So, we can match those two.

And then the most efficient way was the 50, the 20, and the 10 because it used the fewest number of coins, didn't it? And then let's look at the last set then, we've got four twenties and a 10 which is equal to 90, and we can see a 50 and two twenties is also equal to 90.

There we go.

And which way is more efficient? That's right, the 50 and two twenties use fewer coins, so that's more efficient.

Well done if you did that.

So now it's time for your task.

The children have a bag containing one 50 p coin, two 20 p coins, and two 10 p coins.

We can see them on the screen there, can't we? They're allowed to pick out three coins from the bag.

What possible totals could they make? If you don't have coins, you could use digit cards to represent the coins instead, couldn't you? Pause the video now while you have a try at that.

Okay, so let's see how you got on.

Did you do this? We can work systematically to find all the possible combinations, can't we? When we work in order, it makes it easier to find out if we've missed anything.

So we could have said 50 p + 20 p + 20 p, I know 20 + 20 is equal to 40, and 50 + 40 is equal to 90.

It could be 90 p.

That's one option, isn't it? Then we've done 50 p + 20 p + 10 p.

I know 20 + 10 is equal to 30, and then 50 + 30 is equal to 80.

It could be 80 p.

What's the next combination? 50 P + 10 p + 10 p, I know 10 + 10 is equal to 20, then 50 + 20 is equal to 70.

It could be 70 p, couldn't it? Okay, next option.
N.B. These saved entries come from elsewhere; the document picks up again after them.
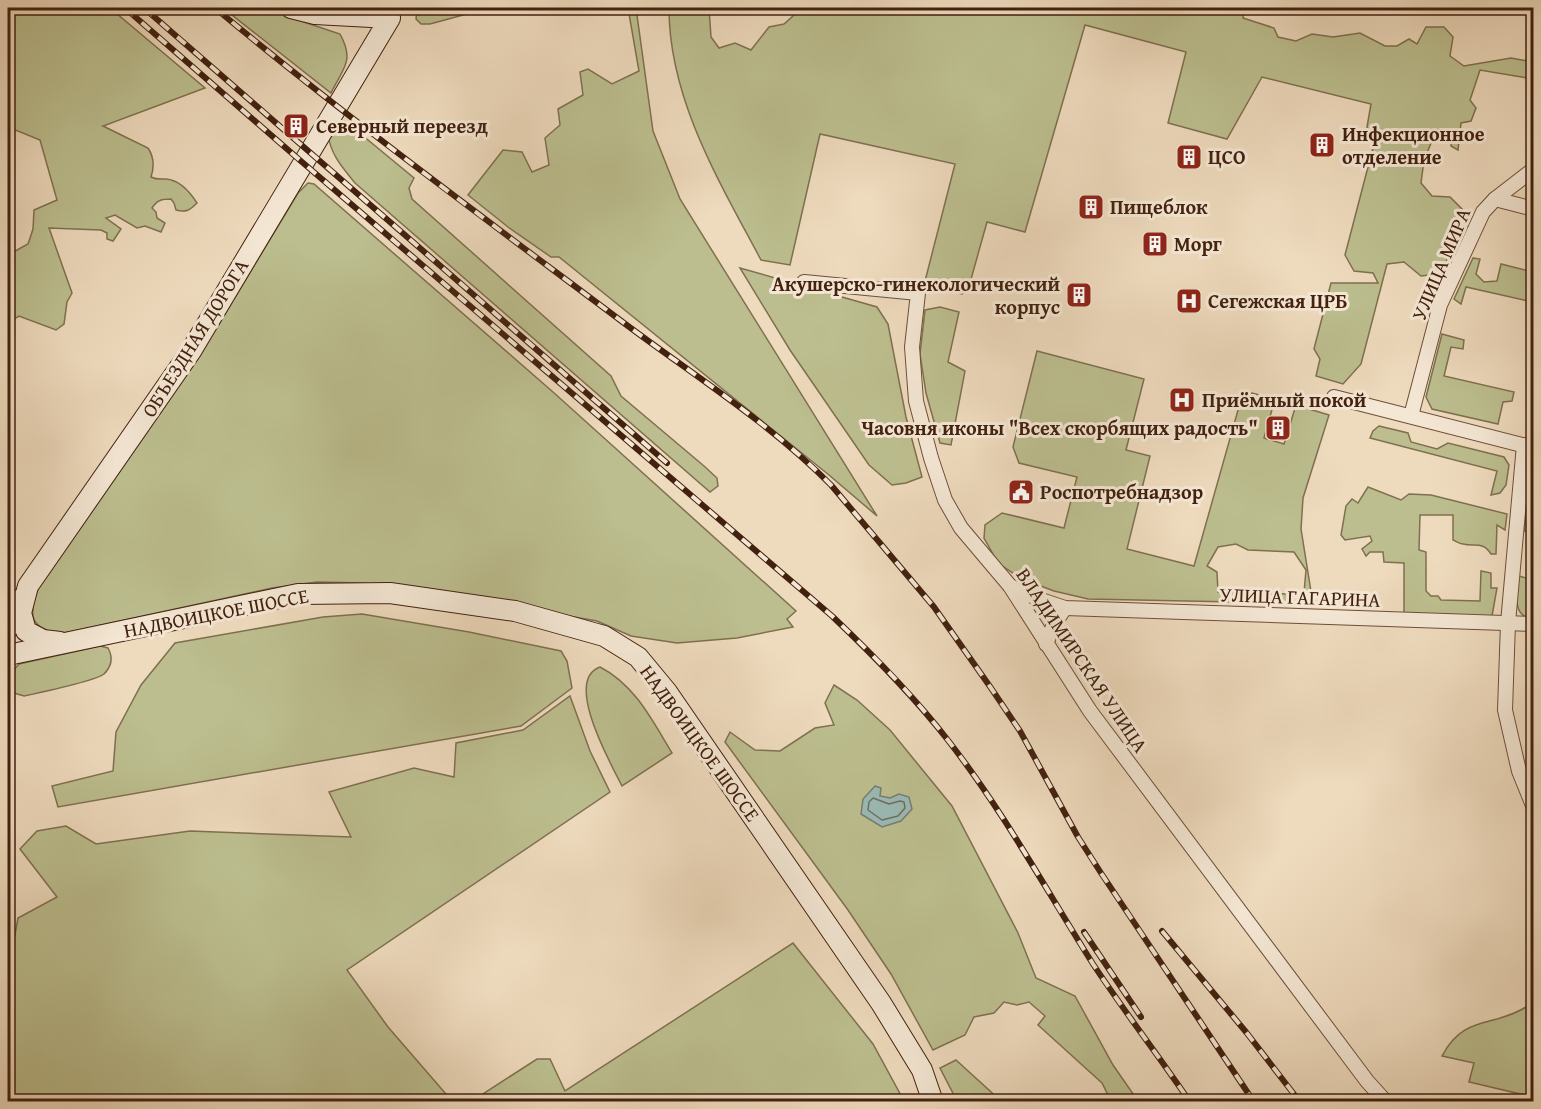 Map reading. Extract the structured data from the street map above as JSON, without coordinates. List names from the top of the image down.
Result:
{
  "streets": {
    "main road": ["ОБЪЕЗДНАЯ ДОРОГА", "НАДВОИЦКОЕ ШОССЕ"],
    "street": ["УЛИЦА МИРА", "УЛИЦА ГАГАРИНА", "ВЛАДИМИРСКАЯ УЛИЦА"]
  },
  "crossings": [
    ["ОБЪЕЗДНАЯ ДОРОГА", "НАДВОИЦКОЕ ШОССЕ"],
    ["УЛИЦА ГАГАРИНА", "ВЛАДИМИРСКАЯ УЛИЦА"]
  ],
  "places": {
    "building": [
      "Северный переезд",
      "Инфекционное отделение",
      "ЦСО",
      "Пищеблок",
      "Морг",
      "Акушерско-гинекологический корпус",
      "Часовня иконы \"Всех скорбящих радость\""
    ],
    "hospital": ["Сегежская ЦРБ", "Приёмный покой"],
    "public building": ["Роспотребнадзор"]
  }
} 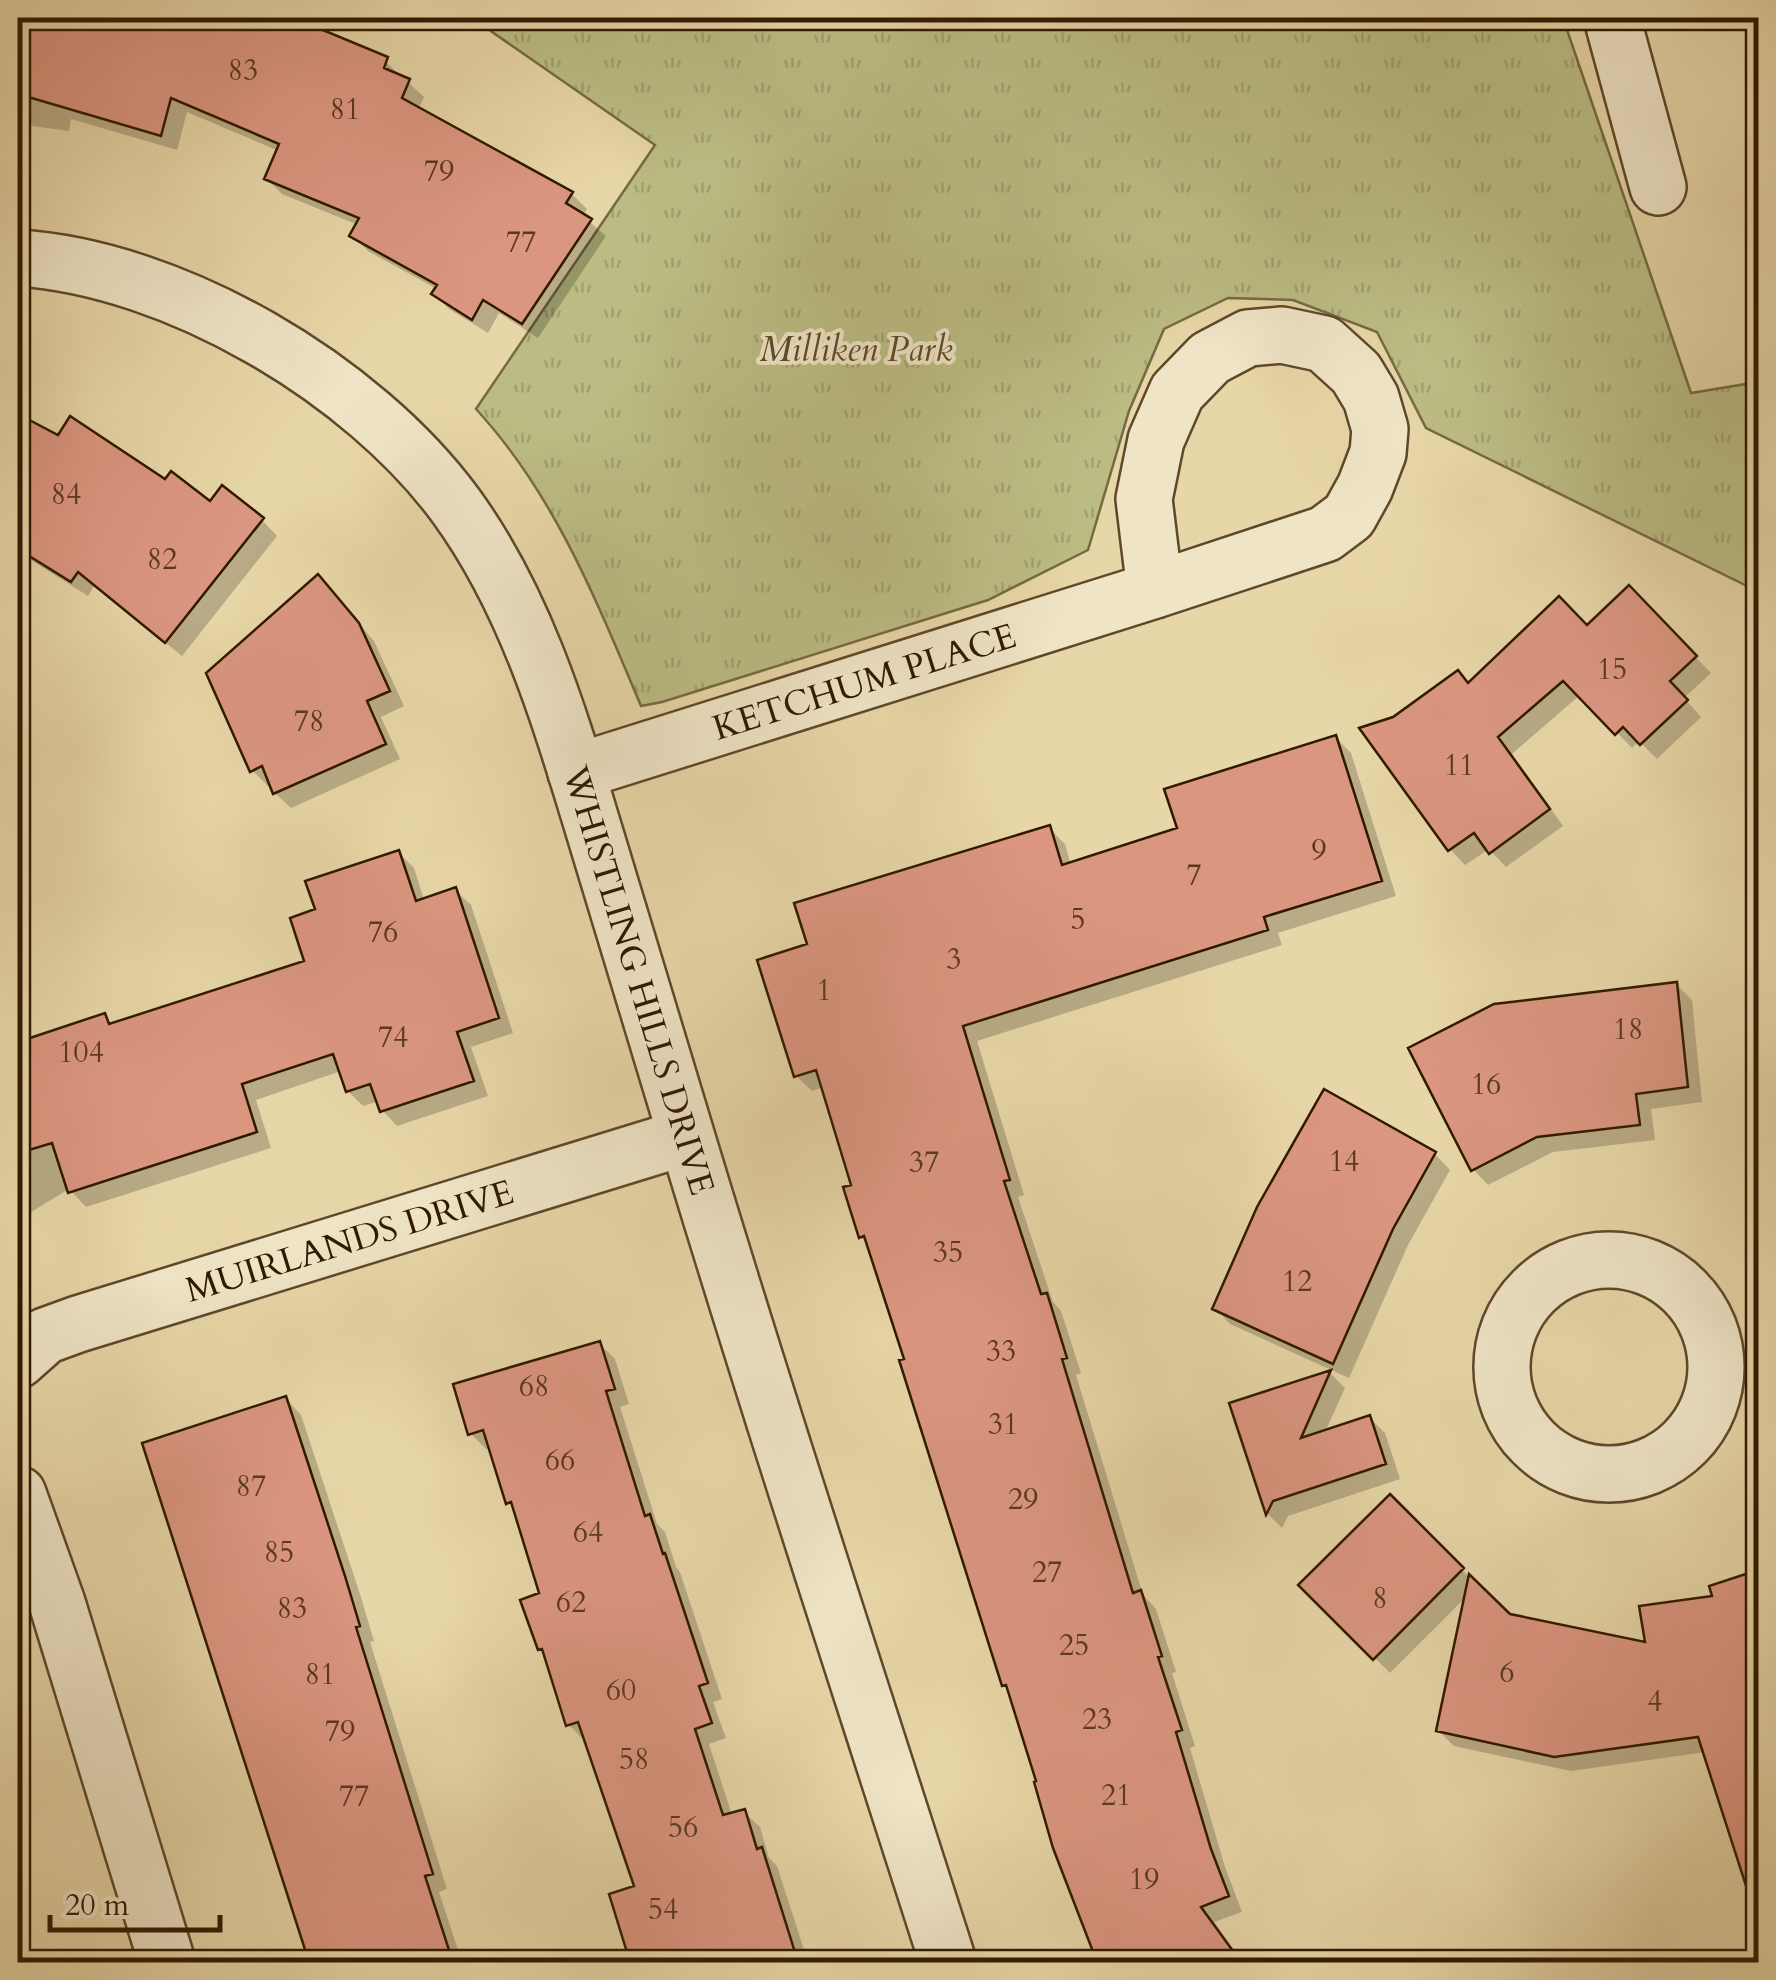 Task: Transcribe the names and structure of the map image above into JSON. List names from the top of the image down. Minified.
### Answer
{"streets":{"street":["KETCHUM PLACE","WHISTLING HILLS DRIVE","MUIRLANDS DRIVE"]},"crossings":[["KETCHUM PLACE","WHISTLING HILLS DRIVE"],["WHISTLING HILLS DRIVE","MUIRLANDS DRIVE"]],"parks":["Milliken Park"],"house_numbers":["83","81","79","77","84","82","15","78","11","9","7","5","76","3","1","18","74","104","16","14","37","35","12","33","68","31","66","87","29","64","85","27","8","62","83","25","6","81","60","4","23","79","58","21","77","56","19","54"],"scale_bar":"20 m"}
20 P + 20 p + 10 p, I know 20 + 20 is equal to 40, then 40 + 10 is equal to 50.

It could be 50 p.

And then the next possibility 20 p + 10 p + 10 p, I know 10 + 10 is equal to 20, then 20 + 20 is equal to 40.

It could be 40 p, couldn't it? So well done if you worked systematically and found all those possible combinations.

That's excellent work.

So, now the second part of our lesson is recognising and knowing the value of one pound.

So here's Jacob and Jun.

This coin is different to the other coins the children know, I wonder what this coin is.

And Jun's noticing, "I notice that it says 'one pound' below the picture." So that gives us a big clue, doesn't it? "It must be a one pound coin." So collect some more one pound coins.

What's the same about them all? Perhaps you could pause the video while you do that.

Okay, let's have a look at what's the same about them.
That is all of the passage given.